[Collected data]
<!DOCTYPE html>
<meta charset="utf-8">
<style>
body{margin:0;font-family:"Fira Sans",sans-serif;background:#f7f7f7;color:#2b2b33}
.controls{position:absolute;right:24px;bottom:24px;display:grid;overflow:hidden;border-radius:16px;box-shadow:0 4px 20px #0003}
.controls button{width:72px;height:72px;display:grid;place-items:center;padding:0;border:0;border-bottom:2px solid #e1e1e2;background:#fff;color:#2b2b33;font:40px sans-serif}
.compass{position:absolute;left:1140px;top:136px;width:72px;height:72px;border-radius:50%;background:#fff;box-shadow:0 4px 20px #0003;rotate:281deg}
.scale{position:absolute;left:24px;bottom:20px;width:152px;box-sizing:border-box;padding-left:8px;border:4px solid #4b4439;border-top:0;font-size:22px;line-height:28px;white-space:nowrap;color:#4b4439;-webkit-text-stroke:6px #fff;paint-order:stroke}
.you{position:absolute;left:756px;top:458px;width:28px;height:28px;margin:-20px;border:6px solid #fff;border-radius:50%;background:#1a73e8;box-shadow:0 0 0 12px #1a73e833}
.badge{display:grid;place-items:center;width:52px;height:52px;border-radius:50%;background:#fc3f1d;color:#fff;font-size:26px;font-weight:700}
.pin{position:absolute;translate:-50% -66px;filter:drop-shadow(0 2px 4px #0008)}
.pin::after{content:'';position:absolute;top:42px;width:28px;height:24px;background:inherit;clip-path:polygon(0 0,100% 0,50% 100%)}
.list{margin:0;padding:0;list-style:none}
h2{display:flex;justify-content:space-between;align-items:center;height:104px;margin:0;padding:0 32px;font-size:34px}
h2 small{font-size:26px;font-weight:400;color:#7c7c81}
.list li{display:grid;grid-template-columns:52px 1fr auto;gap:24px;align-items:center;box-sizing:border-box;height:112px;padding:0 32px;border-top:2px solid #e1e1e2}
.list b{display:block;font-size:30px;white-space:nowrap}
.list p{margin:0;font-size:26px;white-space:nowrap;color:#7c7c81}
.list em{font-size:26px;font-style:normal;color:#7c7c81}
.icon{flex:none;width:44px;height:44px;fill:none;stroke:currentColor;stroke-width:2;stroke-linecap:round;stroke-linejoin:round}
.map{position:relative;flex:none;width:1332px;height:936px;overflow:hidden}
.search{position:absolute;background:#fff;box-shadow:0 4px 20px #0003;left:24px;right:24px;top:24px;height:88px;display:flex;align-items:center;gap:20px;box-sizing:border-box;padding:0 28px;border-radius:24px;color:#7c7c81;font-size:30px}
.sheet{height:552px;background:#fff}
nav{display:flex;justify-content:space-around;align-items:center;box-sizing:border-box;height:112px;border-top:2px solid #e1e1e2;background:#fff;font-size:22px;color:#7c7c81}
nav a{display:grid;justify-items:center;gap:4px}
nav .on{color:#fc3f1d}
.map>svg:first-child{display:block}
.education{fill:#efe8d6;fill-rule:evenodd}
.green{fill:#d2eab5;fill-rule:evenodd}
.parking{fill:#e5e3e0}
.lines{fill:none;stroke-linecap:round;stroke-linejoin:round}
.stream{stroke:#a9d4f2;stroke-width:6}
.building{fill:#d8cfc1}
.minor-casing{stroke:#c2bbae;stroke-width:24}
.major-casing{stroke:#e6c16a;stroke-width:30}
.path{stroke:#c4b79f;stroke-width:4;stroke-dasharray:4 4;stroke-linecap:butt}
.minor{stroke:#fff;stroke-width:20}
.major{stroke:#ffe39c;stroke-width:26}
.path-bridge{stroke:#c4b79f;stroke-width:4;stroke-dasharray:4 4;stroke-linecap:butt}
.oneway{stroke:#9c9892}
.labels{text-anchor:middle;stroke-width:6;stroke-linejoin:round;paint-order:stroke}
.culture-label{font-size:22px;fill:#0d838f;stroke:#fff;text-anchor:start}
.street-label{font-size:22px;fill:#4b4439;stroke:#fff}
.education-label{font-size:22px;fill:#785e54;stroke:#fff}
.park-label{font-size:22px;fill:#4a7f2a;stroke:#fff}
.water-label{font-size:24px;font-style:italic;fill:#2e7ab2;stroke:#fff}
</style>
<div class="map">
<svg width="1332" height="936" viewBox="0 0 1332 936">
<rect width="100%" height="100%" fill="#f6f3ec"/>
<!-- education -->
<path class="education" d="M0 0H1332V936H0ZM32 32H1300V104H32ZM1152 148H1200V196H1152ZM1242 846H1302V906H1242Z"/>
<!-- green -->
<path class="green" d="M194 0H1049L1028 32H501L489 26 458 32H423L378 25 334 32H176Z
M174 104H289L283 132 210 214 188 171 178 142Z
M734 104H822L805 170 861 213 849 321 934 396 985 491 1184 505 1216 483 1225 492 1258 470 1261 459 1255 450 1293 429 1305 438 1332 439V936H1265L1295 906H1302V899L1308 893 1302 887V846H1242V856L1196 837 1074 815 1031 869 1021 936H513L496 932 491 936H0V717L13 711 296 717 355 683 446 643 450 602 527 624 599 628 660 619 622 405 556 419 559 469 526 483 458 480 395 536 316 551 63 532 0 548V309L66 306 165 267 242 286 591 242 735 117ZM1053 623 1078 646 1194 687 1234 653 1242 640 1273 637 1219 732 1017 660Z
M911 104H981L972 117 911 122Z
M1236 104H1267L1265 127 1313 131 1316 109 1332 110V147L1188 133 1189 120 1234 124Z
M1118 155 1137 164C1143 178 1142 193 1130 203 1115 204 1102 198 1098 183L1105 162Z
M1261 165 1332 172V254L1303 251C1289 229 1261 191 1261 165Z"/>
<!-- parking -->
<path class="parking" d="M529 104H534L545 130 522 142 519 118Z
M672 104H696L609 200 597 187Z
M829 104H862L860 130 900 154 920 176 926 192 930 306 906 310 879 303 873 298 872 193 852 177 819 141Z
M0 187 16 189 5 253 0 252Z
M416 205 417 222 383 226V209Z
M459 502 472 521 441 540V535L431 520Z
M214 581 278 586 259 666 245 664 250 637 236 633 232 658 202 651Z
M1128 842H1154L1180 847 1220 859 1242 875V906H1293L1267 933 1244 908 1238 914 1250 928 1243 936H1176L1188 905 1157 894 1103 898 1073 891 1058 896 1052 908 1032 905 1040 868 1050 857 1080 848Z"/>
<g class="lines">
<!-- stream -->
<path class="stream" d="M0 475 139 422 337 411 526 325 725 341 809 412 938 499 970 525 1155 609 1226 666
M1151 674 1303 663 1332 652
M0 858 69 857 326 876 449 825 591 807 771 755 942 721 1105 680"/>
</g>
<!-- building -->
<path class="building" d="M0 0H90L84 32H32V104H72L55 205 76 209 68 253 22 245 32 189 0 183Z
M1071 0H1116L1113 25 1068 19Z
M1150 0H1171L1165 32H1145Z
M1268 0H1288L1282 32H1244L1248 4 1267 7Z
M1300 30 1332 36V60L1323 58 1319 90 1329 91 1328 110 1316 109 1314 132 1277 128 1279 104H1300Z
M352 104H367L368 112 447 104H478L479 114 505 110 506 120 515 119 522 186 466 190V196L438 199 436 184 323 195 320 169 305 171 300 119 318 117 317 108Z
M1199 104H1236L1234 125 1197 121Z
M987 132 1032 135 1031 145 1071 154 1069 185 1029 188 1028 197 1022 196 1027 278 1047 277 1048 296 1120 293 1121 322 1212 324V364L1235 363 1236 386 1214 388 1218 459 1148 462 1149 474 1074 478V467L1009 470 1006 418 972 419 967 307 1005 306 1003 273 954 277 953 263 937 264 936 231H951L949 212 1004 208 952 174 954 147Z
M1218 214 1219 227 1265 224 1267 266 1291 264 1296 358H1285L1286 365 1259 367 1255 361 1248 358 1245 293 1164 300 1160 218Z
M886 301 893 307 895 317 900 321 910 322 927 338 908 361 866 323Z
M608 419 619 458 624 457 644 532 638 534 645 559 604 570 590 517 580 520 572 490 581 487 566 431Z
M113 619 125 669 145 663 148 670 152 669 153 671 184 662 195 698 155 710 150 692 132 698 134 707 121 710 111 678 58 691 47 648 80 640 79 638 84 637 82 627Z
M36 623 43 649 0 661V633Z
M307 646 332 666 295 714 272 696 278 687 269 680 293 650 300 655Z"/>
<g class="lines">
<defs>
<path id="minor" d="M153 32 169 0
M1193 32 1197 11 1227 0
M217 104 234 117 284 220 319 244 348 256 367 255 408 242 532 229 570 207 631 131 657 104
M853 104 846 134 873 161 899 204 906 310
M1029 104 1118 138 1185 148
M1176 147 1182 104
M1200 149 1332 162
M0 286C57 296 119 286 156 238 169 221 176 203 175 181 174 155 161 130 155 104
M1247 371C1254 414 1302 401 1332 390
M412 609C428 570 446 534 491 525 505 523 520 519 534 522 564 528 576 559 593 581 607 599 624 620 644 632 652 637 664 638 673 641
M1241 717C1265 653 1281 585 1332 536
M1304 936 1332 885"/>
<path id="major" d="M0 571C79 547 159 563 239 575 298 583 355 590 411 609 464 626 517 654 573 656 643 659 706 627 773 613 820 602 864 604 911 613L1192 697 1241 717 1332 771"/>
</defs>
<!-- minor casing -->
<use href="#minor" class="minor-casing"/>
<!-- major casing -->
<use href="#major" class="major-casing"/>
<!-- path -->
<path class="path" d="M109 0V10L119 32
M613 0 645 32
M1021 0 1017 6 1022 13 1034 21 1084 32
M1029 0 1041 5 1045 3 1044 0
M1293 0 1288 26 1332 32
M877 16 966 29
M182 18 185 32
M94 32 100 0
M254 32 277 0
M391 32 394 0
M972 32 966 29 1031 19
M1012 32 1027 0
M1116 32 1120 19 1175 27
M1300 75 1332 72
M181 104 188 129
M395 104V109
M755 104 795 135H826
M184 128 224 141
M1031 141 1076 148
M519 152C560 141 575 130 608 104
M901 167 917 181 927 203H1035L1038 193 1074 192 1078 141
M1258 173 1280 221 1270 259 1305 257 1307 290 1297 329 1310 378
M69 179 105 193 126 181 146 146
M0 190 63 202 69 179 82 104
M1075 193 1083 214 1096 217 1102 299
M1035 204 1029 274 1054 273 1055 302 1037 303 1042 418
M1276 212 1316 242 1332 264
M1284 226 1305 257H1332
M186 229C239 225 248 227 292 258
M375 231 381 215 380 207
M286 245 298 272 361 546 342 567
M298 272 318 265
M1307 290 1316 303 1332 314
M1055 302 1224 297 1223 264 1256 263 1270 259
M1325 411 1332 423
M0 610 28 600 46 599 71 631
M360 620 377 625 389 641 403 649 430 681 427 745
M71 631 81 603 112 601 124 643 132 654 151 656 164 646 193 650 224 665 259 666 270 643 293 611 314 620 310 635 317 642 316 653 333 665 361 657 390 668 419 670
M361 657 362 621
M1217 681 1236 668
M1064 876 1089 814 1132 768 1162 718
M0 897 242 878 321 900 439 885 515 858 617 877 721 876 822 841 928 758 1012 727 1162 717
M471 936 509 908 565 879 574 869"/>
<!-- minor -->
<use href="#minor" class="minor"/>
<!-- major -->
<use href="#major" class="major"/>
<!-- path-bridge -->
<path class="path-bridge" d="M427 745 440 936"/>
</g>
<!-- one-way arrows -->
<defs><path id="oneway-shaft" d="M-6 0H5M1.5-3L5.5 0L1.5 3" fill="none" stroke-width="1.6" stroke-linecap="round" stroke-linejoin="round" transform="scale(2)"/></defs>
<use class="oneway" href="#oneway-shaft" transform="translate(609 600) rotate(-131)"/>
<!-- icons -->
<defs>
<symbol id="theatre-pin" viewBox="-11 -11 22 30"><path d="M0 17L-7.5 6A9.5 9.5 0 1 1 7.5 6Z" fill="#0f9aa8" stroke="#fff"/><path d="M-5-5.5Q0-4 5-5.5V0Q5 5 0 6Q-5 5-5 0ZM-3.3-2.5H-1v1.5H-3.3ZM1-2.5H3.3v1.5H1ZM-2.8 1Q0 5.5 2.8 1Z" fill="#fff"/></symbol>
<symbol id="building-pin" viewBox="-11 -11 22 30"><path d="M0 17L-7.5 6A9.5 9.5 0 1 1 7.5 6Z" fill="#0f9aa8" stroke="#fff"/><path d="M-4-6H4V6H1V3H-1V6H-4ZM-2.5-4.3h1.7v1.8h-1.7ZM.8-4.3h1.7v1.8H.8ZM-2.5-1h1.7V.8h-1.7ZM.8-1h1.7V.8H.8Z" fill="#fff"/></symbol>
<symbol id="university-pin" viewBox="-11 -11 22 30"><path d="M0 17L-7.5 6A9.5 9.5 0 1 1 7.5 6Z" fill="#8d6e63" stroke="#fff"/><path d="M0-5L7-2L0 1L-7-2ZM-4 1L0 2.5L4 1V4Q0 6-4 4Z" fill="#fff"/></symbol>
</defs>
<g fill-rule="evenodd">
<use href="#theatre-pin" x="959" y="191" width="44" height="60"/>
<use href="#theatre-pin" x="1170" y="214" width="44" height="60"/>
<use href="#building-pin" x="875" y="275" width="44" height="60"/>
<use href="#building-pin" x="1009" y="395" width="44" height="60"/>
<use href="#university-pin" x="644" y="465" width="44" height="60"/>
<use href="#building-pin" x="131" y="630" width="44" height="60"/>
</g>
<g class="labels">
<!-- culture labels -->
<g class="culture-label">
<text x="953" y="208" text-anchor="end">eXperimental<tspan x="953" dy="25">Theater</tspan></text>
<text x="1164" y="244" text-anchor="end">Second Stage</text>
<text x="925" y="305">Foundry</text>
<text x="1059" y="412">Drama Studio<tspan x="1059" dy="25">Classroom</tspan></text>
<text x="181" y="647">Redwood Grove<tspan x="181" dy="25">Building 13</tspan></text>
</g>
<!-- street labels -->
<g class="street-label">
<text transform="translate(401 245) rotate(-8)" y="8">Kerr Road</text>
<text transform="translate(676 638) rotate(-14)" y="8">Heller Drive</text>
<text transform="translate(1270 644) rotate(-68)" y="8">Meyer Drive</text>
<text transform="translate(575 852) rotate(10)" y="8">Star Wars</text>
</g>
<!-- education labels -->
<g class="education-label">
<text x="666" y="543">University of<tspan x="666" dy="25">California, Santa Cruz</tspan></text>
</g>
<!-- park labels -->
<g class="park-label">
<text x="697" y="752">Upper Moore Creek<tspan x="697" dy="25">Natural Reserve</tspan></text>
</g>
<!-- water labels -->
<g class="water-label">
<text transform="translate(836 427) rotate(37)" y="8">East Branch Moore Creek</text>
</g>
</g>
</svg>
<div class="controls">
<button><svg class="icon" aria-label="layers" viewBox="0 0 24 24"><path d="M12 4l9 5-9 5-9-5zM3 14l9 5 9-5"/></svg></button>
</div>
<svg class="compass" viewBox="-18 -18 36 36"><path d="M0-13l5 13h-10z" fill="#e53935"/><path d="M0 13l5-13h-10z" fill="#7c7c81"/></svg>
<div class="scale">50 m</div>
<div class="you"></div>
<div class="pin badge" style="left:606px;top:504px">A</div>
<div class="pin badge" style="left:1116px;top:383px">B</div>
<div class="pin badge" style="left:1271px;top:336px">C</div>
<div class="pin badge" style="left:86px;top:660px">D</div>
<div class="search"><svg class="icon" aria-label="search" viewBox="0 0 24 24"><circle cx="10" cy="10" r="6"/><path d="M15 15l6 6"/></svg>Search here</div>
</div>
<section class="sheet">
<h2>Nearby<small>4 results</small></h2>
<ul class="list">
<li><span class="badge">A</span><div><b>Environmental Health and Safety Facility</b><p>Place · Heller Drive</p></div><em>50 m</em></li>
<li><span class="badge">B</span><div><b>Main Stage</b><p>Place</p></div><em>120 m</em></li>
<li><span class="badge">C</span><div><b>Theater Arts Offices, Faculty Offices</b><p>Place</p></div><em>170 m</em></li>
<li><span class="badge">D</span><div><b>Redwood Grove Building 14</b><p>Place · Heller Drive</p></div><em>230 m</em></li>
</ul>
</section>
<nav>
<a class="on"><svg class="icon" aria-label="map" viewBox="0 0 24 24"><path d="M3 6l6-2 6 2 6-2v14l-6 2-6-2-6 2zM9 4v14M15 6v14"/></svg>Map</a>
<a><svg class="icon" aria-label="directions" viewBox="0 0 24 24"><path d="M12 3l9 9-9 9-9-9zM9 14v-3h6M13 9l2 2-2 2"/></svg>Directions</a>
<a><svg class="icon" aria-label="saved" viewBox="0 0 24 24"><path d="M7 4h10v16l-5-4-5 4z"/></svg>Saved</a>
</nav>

◆ EXERCISE REQUIREMENTS: Whenever "list" occurs in a line above, copy that line.

◆ OUTPUT FOR THIS TASK:
.list{margin:0;padding:0;list-style:none}
.list li{display:grid;grid-template-columns:52px 1fr auto;gap:24px;align-items:center;box-sizing:border-box;height:112px;padding:0 32px;border-top:2px solid #e1e1e2}
.list b{display:block;font-size:30px;white-space:nowrap}
.list p{margin:0;font-size:26px;white-space:nowrap;color:#7c7c81}
.list em{font-size:26px;font-style:normal;color:#7c7c81}
<ul class="list">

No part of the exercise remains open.